AI agent security maturity audit: enterprises funded stage one, stage-three threats arrived anyway
louiswcolumb · 2026-04-18 · via VentureBeat

A rogue AI agent at Meta passed every identity check and still exposed sensitive data to unauthorized employees in March. Two weeks later, Mercor, a $10 billion AI startup, confirmed a supply-chain breach through LiteLLM. Both are traced to the same structural gap. Monitoring without enforcement, enforcement without isolation. A VentureBeat three-wave survey of 108 qualified enterprises found that the gap is not an edge case. It is the most common security architecture in production today.

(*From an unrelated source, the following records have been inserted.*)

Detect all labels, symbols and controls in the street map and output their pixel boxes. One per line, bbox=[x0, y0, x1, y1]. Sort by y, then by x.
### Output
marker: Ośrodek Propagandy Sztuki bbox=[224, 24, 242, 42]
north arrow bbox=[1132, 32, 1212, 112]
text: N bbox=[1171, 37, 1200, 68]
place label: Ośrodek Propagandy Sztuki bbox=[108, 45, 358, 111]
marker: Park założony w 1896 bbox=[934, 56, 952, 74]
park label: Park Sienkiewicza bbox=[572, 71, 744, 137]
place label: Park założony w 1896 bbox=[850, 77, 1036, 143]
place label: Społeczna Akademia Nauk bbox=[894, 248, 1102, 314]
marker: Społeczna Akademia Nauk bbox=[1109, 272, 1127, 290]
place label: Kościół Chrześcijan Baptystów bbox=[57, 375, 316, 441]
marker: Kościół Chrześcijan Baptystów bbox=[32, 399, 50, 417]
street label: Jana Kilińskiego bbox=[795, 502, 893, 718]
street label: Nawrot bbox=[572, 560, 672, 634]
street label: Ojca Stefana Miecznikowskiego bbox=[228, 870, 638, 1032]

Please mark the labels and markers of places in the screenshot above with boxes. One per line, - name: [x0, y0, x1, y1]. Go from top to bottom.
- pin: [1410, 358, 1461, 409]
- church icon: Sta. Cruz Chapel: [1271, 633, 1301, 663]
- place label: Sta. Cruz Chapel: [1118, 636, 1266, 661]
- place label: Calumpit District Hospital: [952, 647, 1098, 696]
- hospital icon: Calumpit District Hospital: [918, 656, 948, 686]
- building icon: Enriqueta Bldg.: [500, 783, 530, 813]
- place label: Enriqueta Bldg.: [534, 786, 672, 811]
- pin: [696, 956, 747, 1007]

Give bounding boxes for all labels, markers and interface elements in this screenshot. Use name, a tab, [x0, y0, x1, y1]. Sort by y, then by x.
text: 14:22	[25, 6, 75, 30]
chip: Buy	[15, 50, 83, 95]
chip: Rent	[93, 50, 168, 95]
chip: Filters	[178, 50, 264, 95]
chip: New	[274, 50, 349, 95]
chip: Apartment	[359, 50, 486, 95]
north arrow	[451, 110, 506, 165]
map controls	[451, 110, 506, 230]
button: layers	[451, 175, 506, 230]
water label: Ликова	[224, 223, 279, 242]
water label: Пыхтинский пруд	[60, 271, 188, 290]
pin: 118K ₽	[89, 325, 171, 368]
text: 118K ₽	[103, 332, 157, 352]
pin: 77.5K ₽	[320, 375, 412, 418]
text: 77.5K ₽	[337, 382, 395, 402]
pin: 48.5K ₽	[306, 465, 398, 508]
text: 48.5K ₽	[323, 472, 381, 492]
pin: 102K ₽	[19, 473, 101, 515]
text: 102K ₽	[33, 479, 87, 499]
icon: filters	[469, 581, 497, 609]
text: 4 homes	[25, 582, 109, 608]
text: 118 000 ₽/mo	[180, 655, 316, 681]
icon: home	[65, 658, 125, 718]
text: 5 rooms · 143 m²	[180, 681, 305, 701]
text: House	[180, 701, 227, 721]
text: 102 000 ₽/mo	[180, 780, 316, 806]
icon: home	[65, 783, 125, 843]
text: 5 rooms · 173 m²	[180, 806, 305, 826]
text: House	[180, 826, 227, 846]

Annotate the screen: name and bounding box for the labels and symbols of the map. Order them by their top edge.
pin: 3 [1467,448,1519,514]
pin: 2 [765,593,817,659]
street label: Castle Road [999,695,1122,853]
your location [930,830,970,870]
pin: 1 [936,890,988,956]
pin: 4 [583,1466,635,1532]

Gravitee’s State of AI Agent Security 2026 survey of 919 executives and practitioners quantifies the disconnect. 82% of executives say their policies protect them from unauthorized agent actions. Eighty-eight percent reported AI agent security incidents in the last twelve months. Only 21% have runtime visibility into what their agents are doing. Arkose Labs’ 2026 Agentic AI Security Report found 97% of enterprise security leaders expect a material AI-agent-driven incident within 12 months. Only 6% of security budgets address the risk.

VentureBeat's survey results show that monitoring investment snapped back to 45% of security budgets in March after dropping to 24% in February, when early movers shifted dollars into runtime enforcement and sandboxing. The March wave (n=20) is directional, but the pattern is consistent with February’s larger sample (n=50): enterprises are stuck at observation while their agents already need isolation. CrowdStrike’s Falcon sensors detect more than 1,800 distinct AI applications across enterprise endpoints. The fastest recorded adversary breakout time has dropped to 27 seconds. Monitoring dashboards built for human-speed workflows cannot keep pace with machine-speed threats.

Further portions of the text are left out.